RECORD EXTRACTS
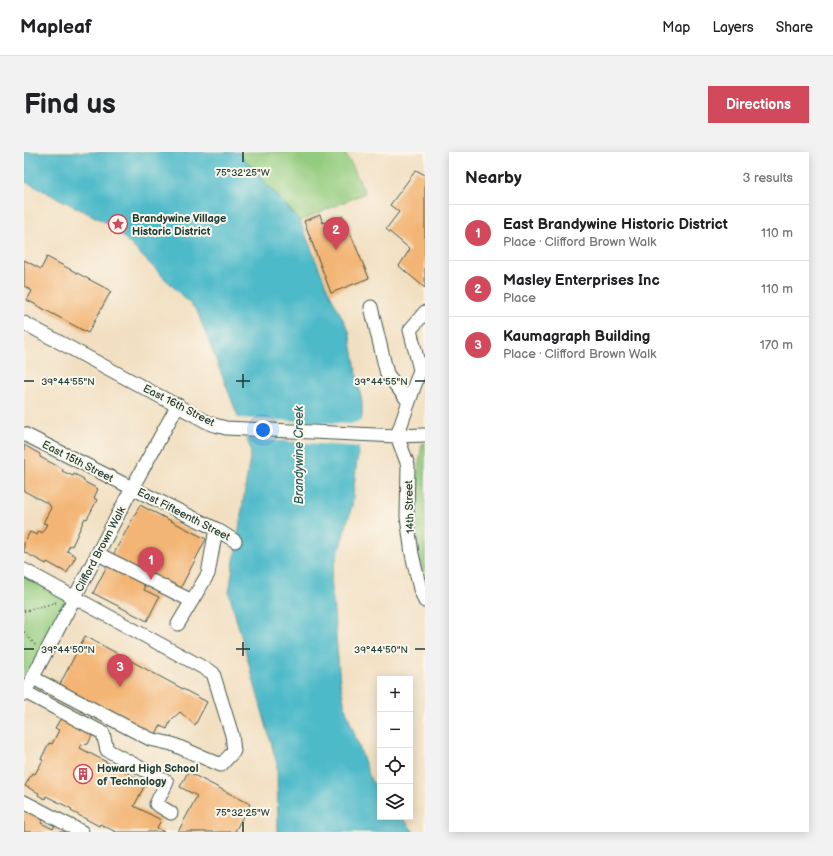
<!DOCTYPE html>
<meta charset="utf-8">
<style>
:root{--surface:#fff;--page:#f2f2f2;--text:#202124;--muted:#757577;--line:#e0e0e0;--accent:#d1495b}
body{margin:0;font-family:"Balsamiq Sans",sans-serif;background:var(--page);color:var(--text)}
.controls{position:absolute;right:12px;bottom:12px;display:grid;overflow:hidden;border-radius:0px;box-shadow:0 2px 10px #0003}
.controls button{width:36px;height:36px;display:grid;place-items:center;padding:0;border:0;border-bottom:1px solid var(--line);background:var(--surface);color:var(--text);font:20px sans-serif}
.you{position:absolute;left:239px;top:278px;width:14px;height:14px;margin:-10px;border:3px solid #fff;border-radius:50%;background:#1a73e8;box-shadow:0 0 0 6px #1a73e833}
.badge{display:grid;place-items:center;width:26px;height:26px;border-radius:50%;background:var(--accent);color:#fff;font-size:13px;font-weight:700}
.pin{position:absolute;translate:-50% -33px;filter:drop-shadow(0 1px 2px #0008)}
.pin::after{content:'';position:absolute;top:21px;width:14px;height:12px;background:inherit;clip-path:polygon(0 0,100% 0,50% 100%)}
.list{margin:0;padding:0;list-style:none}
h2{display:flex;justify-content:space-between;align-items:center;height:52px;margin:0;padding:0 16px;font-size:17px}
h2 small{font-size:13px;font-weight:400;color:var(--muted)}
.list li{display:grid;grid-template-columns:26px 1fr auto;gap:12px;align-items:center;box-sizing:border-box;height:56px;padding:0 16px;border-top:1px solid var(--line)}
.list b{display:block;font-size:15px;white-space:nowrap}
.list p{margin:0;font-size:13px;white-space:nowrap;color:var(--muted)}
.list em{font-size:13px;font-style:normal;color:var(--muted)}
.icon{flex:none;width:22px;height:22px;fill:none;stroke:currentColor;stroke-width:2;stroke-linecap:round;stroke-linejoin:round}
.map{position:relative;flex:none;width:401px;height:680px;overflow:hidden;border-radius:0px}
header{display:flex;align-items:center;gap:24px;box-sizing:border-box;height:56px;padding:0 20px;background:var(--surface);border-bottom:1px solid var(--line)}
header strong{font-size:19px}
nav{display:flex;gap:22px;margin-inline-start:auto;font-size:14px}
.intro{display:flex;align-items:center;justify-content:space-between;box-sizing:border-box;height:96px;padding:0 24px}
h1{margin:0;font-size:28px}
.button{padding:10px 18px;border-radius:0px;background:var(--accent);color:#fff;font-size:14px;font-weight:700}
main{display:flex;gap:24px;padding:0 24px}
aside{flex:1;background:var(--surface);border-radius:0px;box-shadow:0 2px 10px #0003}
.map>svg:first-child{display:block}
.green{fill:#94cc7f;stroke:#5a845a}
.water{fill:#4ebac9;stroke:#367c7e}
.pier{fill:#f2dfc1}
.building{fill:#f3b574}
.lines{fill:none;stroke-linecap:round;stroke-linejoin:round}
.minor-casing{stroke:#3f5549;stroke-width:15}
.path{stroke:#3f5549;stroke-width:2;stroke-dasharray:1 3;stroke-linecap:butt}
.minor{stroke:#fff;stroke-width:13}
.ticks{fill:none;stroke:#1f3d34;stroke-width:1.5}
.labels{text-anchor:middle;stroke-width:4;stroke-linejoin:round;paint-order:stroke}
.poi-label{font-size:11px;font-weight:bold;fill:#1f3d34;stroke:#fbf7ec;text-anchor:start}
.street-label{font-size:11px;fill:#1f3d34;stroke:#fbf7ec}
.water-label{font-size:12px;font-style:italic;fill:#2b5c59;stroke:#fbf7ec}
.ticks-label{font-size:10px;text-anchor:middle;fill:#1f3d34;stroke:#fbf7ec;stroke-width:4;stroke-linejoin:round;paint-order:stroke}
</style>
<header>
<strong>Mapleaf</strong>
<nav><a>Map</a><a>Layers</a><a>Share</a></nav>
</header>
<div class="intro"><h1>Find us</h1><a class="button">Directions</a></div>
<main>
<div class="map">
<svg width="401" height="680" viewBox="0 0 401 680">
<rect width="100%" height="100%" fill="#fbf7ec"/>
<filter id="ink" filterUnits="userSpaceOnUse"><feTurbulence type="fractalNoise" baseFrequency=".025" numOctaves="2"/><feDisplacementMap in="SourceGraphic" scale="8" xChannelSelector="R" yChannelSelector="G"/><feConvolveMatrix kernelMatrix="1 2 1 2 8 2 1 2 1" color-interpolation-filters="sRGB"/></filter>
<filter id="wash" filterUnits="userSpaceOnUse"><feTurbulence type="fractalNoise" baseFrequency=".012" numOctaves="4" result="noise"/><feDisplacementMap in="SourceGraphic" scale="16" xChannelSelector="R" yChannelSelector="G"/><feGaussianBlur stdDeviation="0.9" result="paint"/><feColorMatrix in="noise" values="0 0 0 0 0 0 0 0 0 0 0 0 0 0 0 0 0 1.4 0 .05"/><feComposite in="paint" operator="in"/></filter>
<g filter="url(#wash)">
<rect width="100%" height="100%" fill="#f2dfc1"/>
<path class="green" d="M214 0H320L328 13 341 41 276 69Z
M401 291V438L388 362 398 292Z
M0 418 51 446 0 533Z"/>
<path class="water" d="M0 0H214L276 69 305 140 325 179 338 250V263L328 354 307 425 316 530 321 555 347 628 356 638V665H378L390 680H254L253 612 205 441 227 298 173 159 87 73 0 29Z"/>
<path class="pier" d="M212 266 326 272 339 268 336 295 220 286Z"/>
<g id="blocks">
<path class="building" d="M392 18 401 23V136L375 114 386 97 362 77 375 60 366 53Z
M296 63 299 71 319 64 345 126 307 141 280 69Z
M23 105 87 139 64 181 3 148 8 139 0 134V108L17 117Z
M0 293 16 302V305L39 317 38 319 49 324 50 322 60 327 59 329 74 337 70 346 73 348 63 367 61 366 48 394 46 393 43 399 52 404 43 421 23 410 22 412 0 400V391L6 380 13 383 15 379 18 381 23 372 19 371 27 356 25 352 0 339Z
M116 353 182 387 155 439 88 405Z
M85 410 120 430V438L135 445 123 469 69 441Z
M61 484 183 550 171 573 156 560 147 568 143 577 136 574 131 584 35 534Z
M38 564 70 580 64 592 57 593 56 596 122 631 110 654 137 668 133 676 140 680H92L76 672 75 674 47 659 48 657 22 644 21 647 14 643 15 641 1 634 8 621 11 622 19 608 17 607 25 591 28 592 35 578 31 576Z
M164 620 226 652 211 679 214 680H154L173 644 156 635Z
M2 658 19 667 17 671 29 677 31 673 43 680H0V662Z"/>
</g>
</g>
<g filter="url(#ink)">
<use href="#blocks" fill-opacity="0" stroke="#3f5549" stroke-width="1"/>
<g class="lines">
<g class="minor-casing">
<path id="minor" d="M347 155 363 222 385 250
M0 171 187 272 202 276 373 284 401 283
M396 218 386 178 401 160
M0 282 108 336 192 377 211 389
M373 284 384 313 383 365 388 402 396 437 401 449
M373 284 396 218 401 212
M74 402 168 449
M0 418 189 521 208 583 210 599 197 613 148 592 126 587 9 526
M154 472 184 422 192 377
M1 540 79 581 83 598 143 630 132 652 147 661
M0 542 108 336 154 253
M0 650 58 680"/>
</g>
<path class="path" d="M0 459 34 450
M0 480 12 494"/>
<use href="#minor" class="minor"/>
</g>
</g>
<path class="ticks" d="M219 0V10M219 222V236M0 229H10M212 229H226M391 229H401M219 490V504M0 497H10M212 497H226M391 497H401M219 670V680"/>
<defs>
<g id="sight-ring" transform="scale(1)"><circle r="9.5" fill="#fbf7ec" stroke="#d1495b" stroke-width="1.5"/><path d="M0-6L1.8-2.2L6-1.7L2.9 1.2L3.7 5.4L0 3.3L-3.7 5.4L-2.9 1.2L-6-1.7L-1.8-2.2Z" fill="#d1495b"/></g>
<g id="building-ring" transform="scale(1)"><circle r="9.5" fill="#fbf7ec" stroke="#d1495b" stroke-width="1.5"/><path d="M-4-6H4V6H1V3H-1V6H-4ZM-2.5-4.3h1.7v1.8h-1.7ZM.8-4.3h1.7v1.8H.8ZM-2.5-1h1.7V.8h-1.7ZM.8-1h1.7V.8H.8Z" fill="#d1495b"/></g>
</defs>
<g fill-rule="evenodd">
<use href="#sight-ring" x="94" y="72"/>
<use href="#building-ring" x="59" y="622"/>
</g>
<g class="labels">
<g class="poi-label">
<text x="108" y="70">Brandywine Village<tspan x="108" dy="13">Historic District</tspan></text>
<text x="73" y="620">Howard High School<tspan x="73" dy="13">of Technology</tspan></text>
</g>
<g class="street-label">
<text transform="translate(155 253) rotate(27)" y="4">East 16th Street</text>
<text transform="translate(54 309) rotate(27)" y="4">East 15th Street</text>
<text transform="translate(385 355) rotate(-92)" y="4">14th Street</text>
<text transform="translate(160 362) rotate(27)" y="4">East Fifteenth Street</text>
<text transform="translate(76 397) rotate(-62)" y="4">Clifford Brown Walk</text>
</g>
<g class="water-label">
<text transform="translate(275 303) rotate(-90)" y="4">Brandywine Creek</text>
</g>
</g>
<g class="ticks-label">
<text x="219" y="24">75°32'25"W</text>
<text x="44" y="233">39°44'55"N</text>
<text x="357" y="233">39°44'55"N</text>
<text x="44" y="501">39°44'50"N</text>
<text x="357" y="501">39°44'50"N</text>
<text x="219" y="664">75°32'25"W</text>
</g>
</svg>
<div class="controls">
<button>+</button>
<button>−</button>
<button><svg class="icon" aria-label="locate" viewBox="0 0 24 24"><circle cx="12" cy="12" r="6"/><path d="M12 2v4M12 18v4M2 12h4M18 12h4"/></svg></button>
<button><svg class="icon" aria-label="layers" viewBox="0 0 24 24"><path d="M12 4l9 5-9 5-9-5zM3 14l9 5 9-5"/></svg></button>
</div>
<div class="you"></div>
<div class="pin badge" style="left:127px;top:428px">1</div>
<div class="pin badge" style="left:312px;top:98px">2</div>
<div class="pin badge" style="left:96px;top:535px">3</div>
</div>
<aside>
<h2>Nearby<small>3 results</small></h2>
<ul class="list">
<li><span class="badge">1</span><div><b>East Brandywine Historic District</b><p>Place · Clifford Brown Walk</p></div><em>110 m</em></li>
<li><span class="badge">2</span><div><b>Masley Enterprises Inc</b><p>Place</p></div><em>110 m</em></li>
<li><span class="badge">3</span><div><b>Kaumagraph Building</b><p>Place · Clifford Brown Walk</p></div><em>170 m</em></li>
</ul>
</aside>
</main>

GOAL OF THE EXERCISE
From the line that contains "Brown Walk</p></div><em>110 m</em></li>" down to the final line of the entries, print every line exactly as it is, and only those lines.

RESPONSE
<li><span class="badge">1</span><div><b>East Brandywine Historic District</b><p>Place · Clifford Brown Walk</p></div><em>110 m</em></li>
<li><span class="badge">2</span><div><b>Masley Enterprises Inc</b><p>Place</p></div><em>110 m</em></li>
<li><span class="badge">3</span><div><b>Kaumagraph Building</b><p>Place · Clifford Brown Walk</p></div><em>170 m</em></li>
</ul>
</aside>
</main>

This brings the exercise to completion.